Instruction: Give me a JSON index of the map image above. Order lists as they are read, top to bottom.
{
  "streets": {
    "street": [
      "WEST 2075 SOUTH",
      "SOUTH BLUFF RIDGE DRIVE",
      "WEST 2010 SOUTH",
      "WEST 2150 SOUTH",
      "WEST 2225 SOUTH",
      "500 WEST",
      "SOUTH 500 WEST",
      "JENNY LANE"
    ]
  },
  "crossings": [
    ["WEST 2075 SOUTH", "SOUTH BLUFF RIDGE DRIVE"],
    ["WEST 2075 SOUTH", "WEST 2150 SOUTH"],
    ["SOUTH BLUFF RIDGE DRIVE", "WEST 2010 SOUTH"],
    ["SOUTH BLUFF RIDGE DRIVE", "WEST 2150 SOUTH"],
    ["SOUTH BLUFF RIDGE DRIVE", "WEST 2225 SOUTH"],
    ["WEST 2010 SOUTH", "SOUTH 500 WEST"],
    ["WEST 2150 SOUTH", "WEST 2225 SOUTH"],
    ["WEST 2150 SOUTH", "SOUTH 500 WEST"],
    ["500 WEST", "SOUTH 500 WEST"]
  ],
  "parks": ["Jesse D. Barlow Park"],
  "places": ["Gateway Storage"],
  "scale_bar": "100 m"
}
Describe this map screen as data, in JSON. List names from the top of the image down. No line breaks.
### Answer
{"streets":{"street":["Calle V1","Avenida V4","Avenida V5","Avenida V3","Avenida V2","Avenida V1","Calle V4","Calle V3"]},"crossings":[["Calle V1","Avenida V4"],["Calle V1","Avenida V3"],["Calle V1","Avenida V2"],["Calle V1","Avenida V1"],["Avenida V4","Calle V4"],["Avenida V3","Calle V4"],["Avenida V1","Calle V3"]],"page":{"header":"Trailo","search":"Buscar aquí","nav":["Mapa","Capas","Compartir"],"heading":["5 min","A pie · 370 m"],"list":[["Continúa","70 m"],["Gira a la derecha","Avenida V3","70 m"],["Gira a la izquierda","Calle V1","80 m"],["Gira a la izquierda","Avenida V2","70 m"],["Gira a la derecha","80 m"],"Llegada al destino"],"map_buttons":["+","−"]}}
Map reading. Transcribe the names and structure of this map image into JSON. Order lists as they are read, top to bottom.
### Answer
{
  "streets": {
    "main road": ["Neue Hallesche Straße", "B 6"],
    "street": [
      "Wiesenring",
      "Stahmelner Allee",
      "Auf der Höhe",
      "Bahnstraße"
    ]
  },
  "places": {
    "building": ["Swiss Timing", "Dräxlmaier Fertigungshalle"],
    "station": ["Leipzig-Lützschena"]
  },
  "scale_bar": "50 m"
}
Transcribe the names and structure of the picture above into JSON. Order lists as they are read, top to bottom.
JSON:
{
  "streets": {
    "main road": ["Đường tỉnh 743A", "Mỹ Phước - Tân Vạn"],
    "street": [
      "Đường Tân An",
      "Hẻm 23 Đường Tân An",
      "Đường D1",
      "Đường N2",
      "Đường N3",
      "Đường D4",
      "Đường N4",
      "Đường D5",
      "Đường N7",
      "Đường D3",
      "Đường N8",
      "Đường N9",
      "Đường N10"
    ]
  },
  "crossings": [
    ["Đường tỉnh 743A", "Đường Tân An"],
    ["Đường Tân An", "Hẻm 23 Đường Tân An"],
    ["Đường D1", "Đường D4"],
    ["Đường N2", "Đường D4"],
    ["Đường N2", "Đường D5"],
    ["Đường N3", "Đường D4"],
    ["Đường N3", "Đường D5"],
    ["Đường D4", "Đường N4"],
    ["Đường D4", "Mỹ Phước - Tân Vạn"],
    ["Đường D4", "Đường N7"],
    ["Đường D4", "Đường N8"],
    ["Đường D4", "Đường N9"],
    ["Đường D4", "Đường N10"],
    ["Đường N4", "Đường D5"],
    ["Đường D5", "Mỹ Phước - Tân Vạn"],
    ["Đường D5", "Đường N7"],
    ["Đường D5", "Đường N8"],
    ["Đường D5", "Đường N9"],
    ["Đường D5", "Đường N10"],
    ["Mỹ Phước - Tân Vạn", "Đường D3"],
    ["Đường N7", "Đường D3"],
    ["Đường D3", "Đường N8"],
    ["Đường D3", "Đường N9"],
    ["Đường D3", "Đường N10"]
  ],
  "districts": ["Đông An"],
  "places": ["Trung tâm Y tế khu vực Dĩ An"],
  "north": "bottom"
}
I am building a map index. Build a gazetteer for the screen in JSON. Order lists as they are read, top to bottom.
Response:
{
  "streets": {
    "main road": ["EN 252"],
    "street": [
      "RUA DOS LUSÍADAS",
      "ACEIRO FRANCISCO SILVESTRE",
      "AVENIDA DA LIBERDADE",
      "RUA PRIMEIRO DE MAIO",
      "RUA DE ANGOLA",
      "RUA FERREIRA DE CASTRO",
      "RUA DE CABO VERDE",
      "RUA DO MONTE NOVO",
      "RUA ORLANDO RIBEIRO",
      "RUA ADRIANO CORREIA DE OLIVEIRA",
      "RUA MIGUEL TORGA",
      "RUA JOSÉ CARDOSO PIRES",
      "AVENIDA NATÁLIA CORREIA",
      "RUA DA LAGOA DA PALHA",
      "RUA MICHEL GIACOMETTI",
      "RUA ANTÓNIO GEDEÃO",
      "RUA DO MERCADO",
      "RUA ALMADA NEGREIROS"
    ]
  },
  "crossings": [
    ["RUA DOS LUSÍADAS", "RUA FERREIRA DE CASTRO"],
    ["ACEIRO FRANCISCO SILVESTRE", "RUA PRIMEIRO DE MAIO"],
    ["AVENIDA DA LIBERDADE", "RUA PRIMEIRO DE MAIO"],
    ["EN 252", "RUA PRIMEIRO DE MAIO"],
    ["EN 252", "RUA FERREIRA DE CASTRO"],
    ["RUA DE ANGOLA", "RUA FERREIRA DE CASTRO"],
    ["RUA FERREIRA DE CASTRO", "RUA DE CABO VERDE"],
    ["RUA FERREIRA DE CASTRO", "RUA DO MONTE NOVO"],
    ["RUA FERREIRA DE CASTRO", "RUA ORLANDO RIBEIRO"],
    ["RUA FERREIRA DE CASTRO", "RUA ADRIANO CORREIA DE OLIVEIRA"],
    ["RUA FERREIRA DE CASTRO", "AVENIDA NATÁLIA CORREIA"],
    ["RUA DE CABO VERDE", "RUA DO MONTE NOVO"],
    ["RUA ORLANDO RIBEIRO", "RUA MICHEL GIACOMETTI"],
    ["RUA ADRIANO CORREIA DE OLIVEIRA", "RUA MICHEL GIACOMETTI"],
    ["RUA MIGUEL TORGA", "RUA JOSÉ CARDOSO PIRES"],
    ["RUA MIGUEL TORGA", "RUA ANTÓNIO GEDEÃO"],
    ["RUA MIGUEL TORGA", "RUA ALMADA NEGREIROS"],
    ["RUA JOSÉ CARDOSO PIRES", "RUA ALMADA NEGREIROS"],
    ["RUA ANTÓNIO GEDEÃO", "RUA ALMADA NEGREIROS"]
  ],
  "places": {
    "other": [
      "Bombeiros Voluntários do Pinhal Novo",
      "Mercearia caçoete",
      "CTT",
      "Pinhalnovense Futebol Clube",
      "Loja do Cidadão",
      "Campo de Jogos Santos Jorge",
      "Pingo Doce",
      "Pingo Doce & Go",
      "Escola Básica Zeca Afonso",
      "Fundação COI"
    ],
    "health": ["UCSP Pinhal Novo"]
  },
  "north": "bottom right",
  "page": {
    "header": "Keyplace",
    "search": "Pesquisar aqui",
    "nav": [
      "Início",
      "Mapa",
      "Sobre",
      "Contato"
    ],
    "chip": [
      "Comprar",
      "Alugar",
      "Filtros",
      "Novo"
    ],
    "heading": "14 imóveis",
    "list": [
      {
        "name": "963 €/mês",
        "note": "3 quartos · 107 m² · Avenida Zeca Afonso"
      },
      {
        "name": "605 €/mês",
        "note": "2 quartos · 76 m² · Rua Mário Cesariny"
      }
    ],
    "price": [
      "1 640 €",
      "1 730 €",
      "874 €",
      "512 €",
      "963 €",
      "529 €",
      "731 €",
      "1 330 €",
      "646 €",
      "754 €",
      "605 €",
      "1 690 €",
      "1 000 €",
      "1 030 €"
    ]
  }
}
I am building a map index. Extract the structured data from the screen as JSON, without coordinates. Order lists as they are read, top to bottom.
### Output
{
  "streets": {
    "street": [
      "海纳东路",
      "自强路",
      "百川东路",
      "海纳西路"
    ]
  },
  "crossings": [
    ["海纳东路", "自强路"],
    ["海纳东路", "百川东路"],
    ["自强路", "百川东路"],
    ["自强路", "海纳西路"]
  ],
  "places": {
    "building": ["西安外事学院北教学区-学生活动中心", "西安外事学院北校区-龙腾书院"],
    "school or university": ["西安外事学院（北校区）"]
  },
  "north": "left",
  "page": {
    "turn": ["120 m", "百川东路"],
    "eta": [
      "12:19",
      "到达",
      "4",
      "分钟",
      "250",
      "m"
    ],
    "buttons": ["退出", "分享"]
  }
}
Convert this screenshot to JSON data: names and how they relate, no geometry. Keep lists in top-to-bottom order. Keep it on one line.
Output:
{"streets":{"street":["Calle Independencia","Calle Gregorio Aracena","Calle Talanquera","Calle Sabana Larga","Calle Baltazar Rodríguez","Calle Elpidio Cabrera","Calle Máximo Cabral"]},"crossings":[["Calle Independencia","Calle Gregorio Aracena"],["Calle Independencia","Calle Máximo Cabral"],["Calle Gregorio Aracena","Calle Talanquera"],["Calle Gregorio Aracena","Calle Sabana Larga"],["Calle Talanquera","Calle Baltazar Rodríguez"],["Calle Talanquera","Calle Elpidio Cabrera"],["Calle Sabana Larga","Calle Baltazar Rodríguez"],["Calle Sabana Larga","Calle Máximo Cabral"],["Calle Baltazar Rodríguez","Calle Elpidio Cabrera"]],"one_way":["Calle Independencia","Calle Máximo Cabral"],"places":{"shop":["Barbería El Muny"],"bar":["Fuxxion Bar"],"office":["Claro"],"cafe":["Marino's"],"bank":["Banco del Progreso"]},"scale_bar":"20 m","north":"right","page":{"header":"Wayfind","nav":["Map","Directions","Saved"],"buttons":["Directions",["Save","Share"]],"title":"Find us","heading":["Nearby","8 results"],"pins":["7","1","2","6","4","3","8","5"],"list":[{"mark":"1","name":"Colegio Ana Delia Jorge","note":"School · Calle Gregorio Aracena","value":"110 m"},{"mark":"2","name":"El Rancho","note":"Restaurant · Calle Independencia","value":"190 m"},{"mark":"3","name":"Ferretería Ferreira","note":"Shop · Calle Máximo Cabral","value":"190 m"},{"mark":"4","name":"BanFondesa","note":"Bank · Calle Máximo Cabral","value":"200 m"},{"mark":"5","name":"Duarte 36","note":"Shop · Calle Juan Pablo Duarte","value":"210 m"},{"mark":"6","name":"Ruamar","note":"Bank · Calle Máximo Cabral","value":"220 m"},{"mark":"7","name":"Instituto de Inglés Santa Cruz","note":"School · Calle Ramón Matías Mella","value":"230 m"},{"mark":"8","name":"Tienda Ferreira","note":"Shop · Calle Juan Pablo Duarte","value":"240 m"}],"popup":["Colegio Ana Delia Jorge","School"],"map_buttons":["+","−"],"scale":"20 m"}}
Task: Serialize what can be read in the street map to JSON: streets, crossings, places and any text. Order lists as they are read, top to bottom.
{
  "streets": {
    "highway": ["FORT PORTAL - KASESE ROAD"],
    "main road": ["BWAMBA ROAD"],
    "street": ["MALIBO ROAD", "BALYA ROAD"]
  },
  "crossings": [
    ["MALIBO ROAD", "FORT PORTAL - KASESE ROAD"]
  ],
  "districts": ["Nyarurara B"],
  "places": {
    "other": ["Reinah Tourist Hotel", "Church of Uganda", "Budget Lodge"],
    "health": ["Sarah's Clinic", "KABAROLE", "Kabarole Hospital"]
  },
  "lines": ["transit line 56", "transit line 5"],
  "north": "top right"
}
==========
[Work instruction] Search the records above for "MICHEL". Copy each line where it is found.

[Solution to this task]
      "RUA MICHEL GIACOMETTI",
    ["RUA ORLANDO RIBEIRO", "RUA MICHEL GIACOMETTI"],
    ["RUA ADRIANO CORREIA DE OLIVEIRA", "RUA MICHEL GIACOMETTI"],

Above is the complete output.